19 July 2010

Thoughts about wikipedia xml dump

They are the BIGGEST single plain text file that I've ever seen in my life! and I'm talking about the 27GB english version.
So they choose bzip2 why? OK they recently move to 7z anyway (but I still got the bz2 one)... 7zip decompression is far faster than bzip2.

They provide a python library called mwlib to work with the dump. This is where I getting interested with. For my country Indonesia, I think this is a great asset for education. People here are mostly (even in Java island) are still alien to the internet. Worse, when recent videotape scandal of local artist boasted over the media, most people set a negative feeling about the internet. Even our minister are outspoken about his plan to censor the internet! LOL talk about China. Anyway with a little mindset changes, for example: instead of forcing to buy secondary bike which mostly for show off, people should better invest on computer even the cheapest one they can get. At least it doesn't eat gas. With the idea of making portable wiki in flashdrive like wikitaxi. People get access to one of the best knowledge source legally for free. Youngster can be forced to "read" more than foolishly chatting on facebook and playing oxymoron games.

English itself is relatively a problem let alone Indonesian language itself. Here we're usually know at least two languages: native and national. Native is the commonly taught by parent but current parent start to ignore their own legacy (sad). However I never understand any language than java (jowo) simply because they aren't even similar :( Sunda, Aceh, Padang and the list goes on. My english also vey little (being more able to read than write, that's why I force myself to make this blog though I had other indonesian blog). With $100 computer people could afford $10 for 8GB flashdisk, or for student just buy the flashdisk and access the wiki somewhere.

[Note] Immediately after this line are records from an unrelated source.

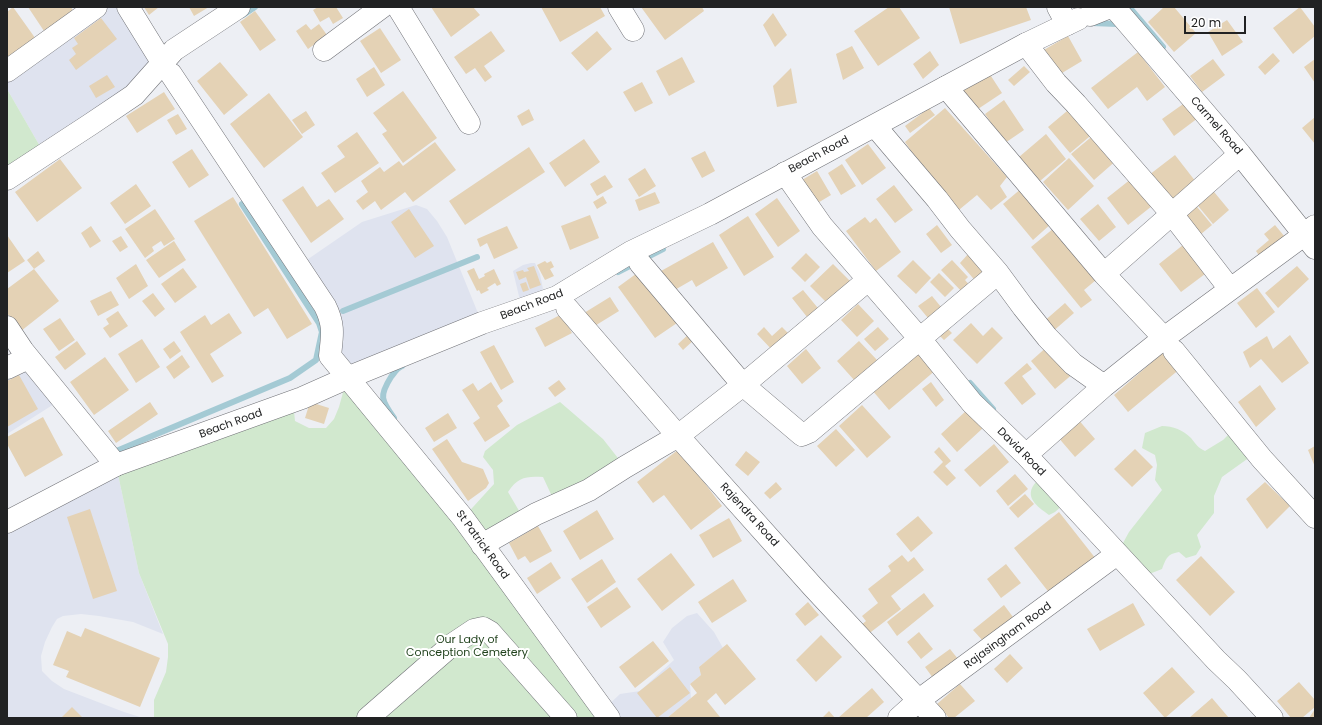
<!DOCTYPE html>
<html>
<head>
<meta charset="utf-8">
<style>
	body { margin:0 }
	#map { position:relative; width:1322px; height:725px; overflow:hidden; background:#edeff4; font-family:Poppins,sans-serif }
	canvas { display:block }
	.frame { position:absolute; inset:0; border:8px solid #212223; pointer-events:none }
	.scale { position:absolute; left:1184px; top:16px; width:62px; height:18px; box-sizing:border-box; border:2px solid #212223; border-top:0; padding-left:5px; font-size:12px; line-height:14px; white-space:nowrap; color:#212223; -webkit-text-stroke:3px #fff; paint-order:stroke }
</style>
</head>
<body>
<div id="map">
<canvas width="1322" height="725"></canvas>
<div class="frame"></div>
<div class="scale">20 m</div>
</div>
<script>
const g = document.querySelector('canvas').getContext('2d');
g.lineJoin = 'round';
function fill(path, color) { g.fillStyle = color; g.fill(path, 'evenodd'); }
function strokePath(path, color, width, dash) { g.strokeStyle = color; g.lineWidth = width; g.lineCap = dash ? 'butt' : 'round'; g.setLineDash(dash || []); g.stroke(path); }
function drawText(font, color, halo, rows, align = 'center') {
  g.font = font + ' Poppins,sans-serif'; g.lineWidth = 4; g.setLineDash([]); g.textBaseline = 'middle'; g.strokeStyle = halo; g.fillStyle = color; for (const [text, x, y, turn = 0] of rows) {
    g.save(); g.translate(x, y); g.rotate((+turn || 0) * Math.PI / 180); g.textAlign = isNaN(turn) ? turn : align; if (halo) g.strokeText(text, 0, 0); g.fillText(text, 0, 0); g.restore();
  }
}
fill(new Path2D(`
	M96 7H128L162 63 45 155 7 89V71Z
	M416 205 427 209 437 221 447 237 482 323 347 378 333 328 298 266 362 222Z
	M531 263H535L540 274 544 294 522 309 513 271 523 265Z
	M28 358 62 399 7 434V368Z
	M116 465 139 573 163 634 133 622 99 616 81 614 63 616 57 619 52 627 45 642 41 656 42 671 52 681 64 689 124 712 143 718H7V522Z
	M697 613 714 632 723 648 699 667 701 675 690 684 691 698 667 718H609L603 710 620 694 640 691 674 660 663 642 672 628 687 616Z`), '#dfe3ef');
fill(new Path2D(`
	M7 89 45 155 7 179Z
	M347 378 463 518 494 484 493 470 483 457 485 451 517 425 560 402 603 439 625 467 556 505 543 477C526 476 518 477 508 492L525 521 483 545 609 718H154V700L166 672 168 657V644L139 573 116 465 294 411 295 421 309 428H326L334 419 339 407Z
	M1162 426C1173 426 1183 430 1191 438 1196 444 1198 448 1205 451L1223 440 1236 427 1257 452 1222 477 1214 496V513L1197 535 1201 547 1196 555 1186 558 1179 552C1167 554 1166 559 1162 569L1139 578 1117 554 1129 532 1162 490 1155 480 1157 465 1155 455 1142 448 1145 433Z
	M1036 482 1063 505 1055 512 1049 515C1037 506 1023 497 1036 482Z`), '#d1e8ce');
strokePath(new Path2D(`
	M1130 8 1163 47
	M243 15 255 7
	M1092 23 1117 24 1119 26
	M618 272 663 249
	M343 311 477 257
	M970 383 993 409
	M394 418C381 400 379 396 391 377 395 372 397 368 402 366
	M112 450 114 452 290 378 316 360 322 332 319 323 242 204`), '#a4cad4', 6);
fill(new Path2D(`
	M13 7 38 42 11 62 7 57V12Z
	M28 7H71L74 12 44 31Z
	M144 7H159L149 15Z
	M189 7H209L194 16Z
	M318 7H336L343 18 333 24 329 17 320 22 313 10Z
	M431 7H473L480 15 451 37Z
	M541 7H600L605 16 560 42Z
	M641 7H702L704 11 665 40Z
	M889 7H899L920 38 878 66 854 31Z
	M949 7H1026L1031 20 960 44Z
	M1164 7H1174L1196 33 1174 52 1148 22Z
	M1300 7 1315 27V36L1293 54 1273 28Z
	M255 11 276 40 260 51 240 22Z
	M773 13 787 35 775 47 763 25Z
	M101 18 117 39 76 70 69 60 76 54 72 48 78 44 74 38Z
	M1227 20 1243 42 1222 56 1208 32Z
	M306 24 311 30 319 24 327 35 308 49 296 31Z
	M380 28 401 60 381 73 360 41Z
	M491 31 505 51 484 66 492 77 485 82 475 68 466 74 454 57Z
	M597 31 612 49 587 71 571 53Z
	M1068 36 1082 61 1057 76 1042 51Z
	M852 46 864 68 843 80 836 54Z
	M930 51 939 65 923 79 913 64Z
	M1138 52 1165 87 1147 101 1137 87 1108 109 1091 88Z
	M1273 53 1280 61 1265 75 1258 67Z
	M682 57 695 82 669 96 656 71Z
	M1213 59 1225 75 1202 92 1190 76Z
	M1315 59V83L1304 67Z
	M220 62 248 95 224 115 197 81Z
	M1024 66 1030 72 1014 86 1008 80Z
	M374 67 385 85 367 97 356 79Z
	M791 68 797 103 777 107 773 86Z
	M989 73 1002 93 975 111 963 91Z
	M107 75 115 87 96 98 89 86Z
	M642 82 653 103 635 112 623 92Z
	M403 91 437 138 403 163 382 134 387 131 373 113Z
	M164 92 175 109 137 133 126 116Z
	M269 93 303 137 264 168 230 124Z
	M1004 100 1024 130 1005 143 985 114Z
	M1186 102 1198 118 1174 136 1162 119Z
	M1073 106 1095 132 1070 153 1048 127Z
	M929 108 935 115 910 133 905 126Z
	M945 108 1007 177 1000 186 1007 197 991 210 977 195 954 214 905 142Z
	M529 109 534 120 522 126 517 116Z
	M306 111 315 125 302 134 292 120Z
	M178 114 187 129 176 135 167 120Z
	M1315 117V144L1302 128Z
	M357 132 379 163 335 193 321 173 345 157 337 146Z
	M1096 133 1118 159 1094 180 1071 154Z
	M1046 134 1066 159 1040 181 1019 157Z
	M584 139 600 162 565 187 549 163Z
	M435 142 456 170 413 202 405 192 381 210 375 201 363 210 356 201 368 192 361 181 380 167 384 172 399 161 403 166Z
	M868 144 886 168 862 185 845 160Z
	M529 147 545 172 465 225 449 201Z
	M192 149 209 175 189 188 172 162Z
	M705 151 715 171 702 178 691 158Z
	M1175 155 1196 182 1170 203 1149 175Z
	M1069 158 1094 186 1068 210 1043 182Z
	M60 159 82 188 37 222 15 192Z
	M842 164 856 186 841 195 828 173Z
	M645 168 656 186 639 197 628 179Z
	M817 171 831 195 816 204 802 180Z
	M605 175 613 187 597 196 590 184Z
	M1131 179 1152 206 1128 225 1107 198Z
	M136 184 151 206 125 224 110 203Z
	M894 185 913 210 895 223 876 199Z
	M303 186 317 207 329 199 344 219 311 243 282 200Z
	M1210 187 1229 210 1213 224 1194 201Z
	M1022 188 1052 223 1033 240 1003 204Z
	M655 192 660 203 639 211 635 200Z
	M603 196 607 203 597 209 593 202Z
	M233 197 312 324 287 339 268 308 254 317 194 221Z
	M777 198 800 231 778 247 755 214Z
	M1193 202 1212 225 1195 239 1176 216Z
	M1098 204 1116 227 1099 241 1080 219Z
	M155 209 175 239 164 246 161 241 152 247 154 251 145 258 125 229Z
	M409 209 434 246 415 258 391 222Z
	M590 215 599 238 570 250 561 226Z
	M748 216 774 257 744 276 719 235Z
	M865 217 870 223 876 218 901 252 876 271 846 231Z
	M937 225 952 245 941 253 926 234Z
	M1275 225 1285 237 1260 257 1256 251 1269 240 1264 234Z
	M91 226 101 241 90 248 81 233Z
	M507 226 518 248 494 259 487 243 480 247 477 239Z
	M1054 228 1096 280 1084 290 1092 300 1081 308 1031 247Z
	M7 235 25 261 7 273Z
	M121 236 128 247 120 252 112 241Z
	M174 241 186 260 159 278 146 260Z
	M713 242 728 268 696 287 692 280 673 291 661 271Z
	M1183 245 1205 274 1181 292 1159 264Z
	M38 251 45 261 34 269 27 260Z
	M806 253 820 267 805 282 791 268Z
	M969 253 987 274 978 284 960 263Z
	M913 260 931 278 916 294 897 276Z
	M952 260 968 277 965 280 971 287 964 294 941 270Z
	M545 261 547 263 551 261 554 267 550 269 554 276 545 280 537 265Z
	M136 264 148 286 129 299 116 278Z
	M833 264 854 285 831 307 810 286Z
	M534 266 541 285 530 289 526 277 519 280 516 272 523 270 524 272 529 271 527 268Z
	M1297 266 1309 279 1278 308 1265 293Z
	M183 268 197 287 175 303 161 284Z
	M474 268 479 279 485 276 484 274 494 269 501 284 497 286 495 283 487 288 489 290 481 294 479 290 477 291 467 271Z
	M34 269 59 301 21 331 7 313V289Z
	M640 271 677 323 655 338 618 287Z
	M939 273 954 288 945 297 930 282Z
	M526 282 529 290 523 292 520 284Z
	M1257 288 1275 312 1256 328 1237 303Z
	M803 290 822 313 811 322 792 298Z
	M111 291 119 305 98 316 90 301Z
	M153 293 165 309 155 317 142 301Z
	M932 296 946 313 933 324 918 306Z
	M610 297 619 311 593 327 584 313Z
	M1065 303 1074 313 1051 333 1042 323Z
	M858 304 874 321 857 337 841 320Z
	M118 311 128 326 110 338 103 328 109 324 106 319Z
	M229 313 242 333 210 354 224 376 212 383 180 332 205 315 211 325Z
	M562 314 572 333 545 347 535 328Z
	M60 318 75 340 59 351 43 329Z
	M971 323 983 336 992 327 1003 338 977 364 953 340Z
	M943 324 952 333 944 340 935 331Z
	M764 327 772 336 782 327 791 336 774 352 757 334Z
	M878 327 889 339 875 351 864 339Z
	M690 333 695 339 683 350 678 344Z
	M1290 335 1309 363 1282 383 1261 359 1250 368 1243 352 1267 336 1273 349Z
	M142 339 160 367 136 383 118 354Z
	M77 341 86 354 65 370 55 357Z
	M174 341 181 351 170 359 163 349Z
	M859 341 877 360 855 381 837 361Z
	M494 345 514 382 501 390 480 352Z
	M1049 345 1074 373 1055 389 1031 361Z
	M806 349 821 368 802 384 787 366Z
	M920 349 937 369 889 410 872 390Z
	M1166 350 1181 368 1128 412 1114 395Z
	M182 355 190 367 174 379 166 367Z
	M105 357 129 390 94 415 70 382Z
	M1027 363 1032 369 1022 376 1036 394 1022 405 1004 383Z
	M19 375 38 409 7 427V381Z
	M559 380 566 389 555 397 548 388Z
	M491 382 503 401 497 406 510 426 485 442 473 423 480 418 462 390 473 383 478 391Z
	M931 382 944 400 936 407 922 389Z
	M1260 385 1276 409 1256 427 1238 402Z
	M150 402 158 414 116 443 108 431Z
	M310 402 329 408 324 424 305 418Z
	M862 405 891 437 867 458 839 426Z
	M967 410 983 428 957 452 941 434Z
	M448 413 457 428 434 442 425 428Z
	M43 417 63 455 25 477 7 444V437Z
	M1077 418 1095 439 1075 457 1057 436Z
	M836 429 855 450 836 467 817 446Z
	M447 439 462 462 483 469 489 483 486 488 468 501 432 449Z
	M994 444 1009 462 980 487 964 470Z
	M1315 446V467L1308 450Z
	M939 447 951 461 945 466 956 478 947 486 933 472 943 462 934 452Z
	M679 449 722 506 691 530 664 495 653 503 637 482Z
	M1135 449 1153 467 1132 487 1114 469Z
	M746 451 760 462 748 476 735 465Z
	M1015 474 1028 489 1008 506 996 491Z
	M776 482 782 489 770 499 764 493Z
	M1265 482 1290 506 1267 529 1246 499Z
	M1025 494 1034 504 1018 518 1009 508Z
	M90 509 117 591 93 599 67 517Z
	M597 510 614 539 580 560 563 531Z
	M1059 512 1096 559 1051 595 1014 548Z
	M918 516 933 533 911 552 896 534Z
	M729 518 742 541 713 558 699 535Z
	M538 526 552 551 530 563 525 556 518 560 509 543Z
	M671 553 695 585 662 611 637 579Z
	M902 555 908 562 914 557 924 570 891 596 901 609 867 635 860 626 866 621 862 616 878 603 868 589 891 571 888 566Z
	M1201 556 1235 592 1210 616 1176 580Z
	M602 559 616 582 587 603 571 579Z
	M551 562 561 578 537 594 527 578Z
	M1006 564 1021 583 1001 598 987 579Z
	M733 579 747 601 712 623 698 602Z
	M617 587 631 607 601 628 587 607Z
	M924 593 934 606 897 636 887 622Z
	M808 602 819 615 805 626 795 614Z
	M1133 603 1145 625 1100 651 1087 629Z
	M1004 605 1013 617 983 641 973 630Z
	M85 628 160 658 140 707 66 677 69 671 53 665 67 631 81 637Z
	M919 632 933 649 921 659 907 642Z
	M821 635 842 657 816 682 796 660Z
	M653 641 669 661 635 688 619 667Z
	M727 644 756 679 725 705 716 693 707 701 720 717 719 718H667L697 693 690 684 701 675 699 667Z
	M950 649 958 659 933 678 925 667Z
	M1010 654 1023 668 1007 683 994 669Z
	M670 667 690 693 657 718 637 693Z
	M1172 667 1195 692 1165 718 1143 693Z
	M1299 682 1315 700V707L1302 718H1291L1277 701Z
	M960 684 975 701 954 718H949L937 704Z
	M872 688 884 702 866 718H838Z
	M1212 698 1229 718H1189Z
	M72 707 83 718H61Z
	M1315 709V718H1309Z
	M829 711 835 718H822Z`), '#e4d2b5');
const minor = new Path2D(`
	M128 7 165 67
	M398 7 469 123
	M619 7 633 30
	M1058 7 1067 24
	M1114 7 1240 154 1315 248
	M1026 44 1056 83 1076 104 1172 214 1230 289
	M324 50 382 7
	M7 71 96 7
	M171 74 325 306C335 326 332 336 330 356L463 518 609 718
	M946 87 1104 274 1164 338
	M875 126 937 199 960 229 998 273 1023 307 1047 337 1073 364 1104 386
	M785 173 822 226 920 339 972 403 1026 455 1216 660 1237 680 1272 718
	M7 179 91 124 134 95 174 50 239 7
	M640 263 743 385 802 435 809 432 998 273
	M1104 274 1240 154
	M567 308 678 436 813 587 935 718
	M7 327 23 351 116 465
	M1174 351 1262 459 1315 517
	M7 368 28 358
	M1026 455 1104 386 1164 338 1304 235 1315 226
	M482 545 536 514 589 490 625 467 678 436 743 385 868 280
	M368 718 453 644 474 630 483 628 490 632 566 718
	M899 718 919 700 1117 554`);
const major = new Path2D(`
	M1090 15 1110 7
	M7 522 116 465 302 398 347 378 482 323 557 297 631 252 710 214 1026 44 1078 19`);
strokePath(minor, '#717277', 23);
strokePath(major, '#717277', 23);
strokePath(minor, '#fff', 22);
strokePath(major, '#fff', 22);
drawText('11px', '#212223', '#fff', [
	["Carmel Road",1216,126,49],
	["Beach Road",819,155,-28],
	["Beach Road",532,305,-21],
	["Beach Road",231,424,-20],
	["David Road",1021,452,45],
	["Rajendra Road",749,515,48],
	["St Patrick Road",482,545,54],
	["Rajasingham Road",1008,636,-36]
]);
drawText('11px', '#22431e', '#fff', [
	["Our Lady of",467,640],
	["Conception Cemetery",467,653]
]);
</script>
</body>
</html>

Some months ago someone called Steven Haryanto has hijack KBBI Daring and transform it into Stardict IFO format. Great job dude! Our government should learn their hypocrisy of claiming to bring literacy while at same time only sell pricey tadbook and a mostly unaccessible online dictionary. Me myself must admit that I'm not very good at Indonesian and not excellent at multilevel Java language. I never love schooling, I even disgusted at (considerably not smart) people who seek higher degree in our sucks educational system. In short, reading wikipedia is a lot better than most of school lessons or hearing lazy teacher.

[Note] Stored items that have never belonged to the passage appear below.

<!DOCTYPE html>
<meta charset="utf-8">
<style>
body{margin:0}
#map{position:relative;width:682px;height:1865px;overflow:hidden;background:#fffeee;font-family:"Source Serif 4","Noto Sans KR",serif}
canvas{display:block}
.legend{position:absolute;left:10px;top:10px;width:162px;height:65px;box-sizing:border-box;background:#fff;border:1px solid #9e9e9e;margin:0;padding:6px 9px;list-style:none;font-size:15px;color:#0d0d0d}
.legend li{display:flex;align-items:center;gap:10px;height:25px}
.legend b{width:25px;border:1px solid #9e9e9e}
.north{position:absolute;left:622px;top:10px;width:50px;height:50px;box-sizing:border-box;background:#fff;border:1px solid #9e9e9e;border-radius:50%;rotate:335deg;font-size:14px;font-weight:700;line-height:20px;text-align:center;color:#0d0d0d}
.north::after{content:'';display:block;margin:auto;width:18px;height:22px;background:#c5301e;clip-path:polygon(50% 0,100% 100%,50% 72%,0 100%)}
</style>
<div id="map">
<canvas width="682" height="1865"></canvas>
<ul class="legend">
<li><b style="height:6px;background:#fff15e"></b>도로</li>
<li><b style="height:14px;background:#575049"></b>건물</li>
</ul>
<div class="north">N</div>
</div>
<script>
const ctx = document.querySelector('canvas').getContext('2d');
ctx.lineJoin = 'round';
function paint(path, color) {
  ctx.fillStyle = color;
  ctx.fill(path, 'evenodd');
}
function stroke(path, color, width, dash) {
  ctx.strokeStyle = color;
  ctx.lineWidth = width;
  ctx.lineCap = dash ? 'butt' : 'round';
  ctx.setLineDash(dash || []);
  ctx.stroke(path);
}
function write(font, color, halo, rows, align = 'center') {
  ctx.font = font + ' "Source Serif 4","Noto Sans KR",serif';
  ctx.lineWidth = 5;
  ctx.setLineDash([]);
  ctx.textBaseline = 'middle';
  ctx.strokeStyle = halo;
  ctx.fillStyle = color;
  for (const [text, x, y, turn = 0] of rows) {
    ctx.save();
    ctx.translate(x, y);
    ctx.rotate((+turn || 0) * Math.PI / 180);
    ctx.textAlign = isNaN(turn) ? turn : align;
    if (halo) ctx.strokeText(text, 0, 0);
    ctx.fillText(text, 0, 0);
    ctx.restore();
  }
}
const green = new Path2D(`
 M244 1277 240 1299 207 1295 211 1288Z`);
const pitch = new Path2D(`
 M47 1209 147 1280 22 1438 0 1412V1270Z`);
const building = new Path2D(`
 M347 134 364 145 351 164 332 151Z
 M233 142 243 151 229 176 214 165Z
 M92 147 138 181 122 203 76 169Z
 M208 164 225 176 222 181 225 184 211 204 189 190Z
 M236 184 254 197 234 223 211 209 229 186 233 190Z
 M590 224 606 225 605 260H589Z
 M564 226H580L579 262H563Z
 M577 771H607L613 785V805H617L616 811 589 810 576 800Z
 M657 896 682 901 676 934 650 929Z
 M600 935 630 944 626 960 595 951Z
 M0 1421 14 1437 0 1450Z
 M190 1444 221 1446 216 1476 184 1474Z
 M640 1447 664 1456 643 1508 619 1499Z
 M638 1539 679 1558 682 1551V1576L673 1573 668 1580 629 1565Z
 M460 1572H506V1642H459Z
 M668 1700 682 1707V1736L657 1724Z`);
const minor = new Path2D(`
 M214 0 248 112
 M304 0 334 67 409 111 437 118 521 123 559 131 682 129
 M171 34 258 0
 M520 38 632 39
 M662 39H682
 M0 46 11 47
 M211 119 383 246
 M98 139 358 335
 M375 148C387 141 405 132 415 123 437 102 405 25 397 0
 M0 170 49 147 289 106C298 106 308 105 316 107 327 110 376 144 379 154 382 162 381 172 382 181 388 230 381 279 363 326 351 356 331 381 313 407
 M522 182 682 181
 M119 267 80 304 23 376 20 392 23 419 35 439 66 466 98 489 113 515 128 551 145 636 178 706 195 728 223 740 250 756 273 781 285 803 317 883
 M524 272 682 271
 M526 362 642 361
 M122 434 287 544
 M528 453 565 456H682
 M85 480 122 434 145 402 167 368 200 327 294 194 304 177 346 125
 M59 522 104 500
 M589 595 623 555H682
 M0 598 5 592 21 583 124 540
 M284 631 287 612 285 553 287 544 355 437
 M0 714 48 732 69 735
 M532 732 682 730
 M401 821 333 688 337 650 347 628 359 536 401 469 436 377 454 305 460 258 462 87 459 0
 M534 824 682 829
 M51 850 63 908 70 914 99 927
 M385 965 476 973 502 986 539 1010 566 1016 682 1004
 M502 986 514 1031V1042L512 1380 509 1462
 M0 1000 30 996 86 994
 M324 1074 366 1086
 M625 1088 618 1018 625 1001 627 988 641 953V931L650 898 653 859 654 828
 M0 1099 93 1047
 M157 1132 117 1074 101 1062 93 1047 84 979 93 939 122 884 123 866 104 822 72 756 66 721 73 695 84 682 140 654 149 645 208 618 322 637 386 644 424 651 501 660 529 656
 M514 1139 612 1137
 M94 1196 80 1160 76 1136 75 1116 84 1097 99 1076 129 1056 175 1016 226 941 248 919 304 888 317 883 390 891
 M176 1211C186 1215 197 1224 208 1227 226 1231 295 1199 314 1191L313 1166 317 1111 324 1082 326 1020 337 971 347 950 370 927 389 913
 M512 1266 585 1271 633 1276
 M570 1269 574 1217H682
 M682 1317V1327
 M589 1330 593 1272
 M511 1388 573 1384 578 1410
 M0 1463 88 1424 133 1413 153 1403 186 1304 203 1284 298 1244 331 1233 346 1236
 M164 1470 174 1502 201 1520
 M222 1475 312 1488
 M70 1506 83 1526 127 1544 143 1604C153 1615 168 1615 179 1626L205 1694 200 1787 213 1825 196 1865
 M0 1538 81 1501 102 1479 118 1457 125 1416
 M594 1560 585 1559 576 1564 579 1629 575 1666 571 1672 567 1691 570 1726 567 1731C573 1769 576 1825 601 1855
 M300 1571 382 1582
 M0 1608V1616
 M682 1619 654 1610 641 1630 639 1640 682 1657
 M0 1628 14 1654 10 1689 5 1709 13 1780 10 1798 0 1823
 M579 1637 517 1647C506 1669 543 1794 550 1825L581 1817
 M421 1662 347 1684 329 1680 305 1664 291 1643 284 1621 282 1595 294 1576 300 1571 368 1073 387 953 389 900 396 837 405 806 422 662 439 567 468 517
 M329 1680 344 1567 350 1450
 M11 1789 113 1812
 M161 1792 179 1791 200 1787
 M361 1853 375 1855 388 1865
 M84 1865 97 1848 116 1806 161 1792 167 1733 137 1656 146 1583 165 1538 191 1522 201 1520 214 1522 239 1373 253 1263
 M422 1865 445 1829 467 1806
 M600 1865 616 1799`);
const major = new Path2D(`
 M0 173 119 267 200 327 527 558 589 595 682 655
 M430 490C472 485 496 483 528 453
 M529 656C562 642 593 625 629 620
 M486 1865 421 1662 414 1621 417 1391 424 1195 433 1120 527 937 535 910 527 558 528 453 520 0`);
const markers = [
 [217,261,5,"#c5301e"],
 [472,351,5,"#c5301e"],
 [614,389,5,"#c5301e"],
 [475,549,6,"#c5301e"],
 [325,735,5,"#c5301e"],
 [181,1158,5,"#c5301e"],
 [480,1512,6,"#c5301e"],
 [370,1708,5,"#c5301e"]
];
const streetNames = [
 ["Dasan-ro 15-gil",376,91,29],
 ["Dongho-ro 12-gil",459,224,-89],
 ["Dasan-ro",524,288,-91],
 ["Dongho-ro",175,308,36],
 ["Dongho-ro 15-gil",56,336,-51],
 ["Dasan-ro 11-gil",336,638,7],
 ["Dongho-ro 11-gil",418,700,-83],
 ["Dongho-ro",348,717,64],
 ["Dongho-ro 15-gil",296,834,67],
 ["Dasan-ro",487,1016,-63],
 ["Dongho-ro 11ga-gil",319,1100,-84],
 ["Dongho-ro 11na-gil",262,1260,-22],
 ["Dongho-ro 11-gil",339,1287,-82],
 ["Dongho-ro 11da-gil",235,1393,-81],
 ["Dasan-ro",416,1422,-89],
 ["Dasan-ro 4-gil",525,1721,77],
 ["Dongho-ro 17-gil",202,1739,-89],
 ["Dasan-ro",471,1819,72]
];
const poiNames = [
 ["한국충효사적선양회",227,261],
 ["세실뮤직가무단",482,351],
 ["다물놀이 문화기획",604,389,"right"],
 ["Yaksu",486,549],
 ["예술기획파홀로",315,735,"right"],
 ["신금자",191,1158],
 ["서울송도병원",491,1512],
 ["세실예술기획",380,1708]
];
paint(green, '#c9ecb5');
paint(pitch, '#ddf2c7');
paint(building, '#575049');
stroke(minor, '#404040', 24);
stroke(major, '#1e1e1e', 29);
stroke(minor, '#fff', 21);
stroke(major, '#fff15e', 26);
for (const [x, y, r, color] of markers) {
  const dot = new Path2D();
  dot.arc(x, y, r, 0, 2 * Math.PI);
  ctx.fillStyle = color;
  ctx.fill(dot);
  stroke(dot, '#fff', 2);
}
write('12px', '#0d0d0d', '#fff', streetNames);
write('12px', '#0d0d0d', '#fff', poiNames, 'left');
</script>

Back on track, there is PyLZMA for (on the fly?) decompression (not sure if it fully compatible with 7z, mwlib, some html renderer like PyQT, PyWebkitGTK or even PyGTKHtml should able to handle simple css. Then add embedded translation and thesaurus or wordnet lookup for Indonesian<->English. Add favorite or history system too and we'll get a decent open source encyclopedia system. Even just a texts (lots of text)

A 7zip version could reduce the size up to 20% while bring multiple orders of reading speedup.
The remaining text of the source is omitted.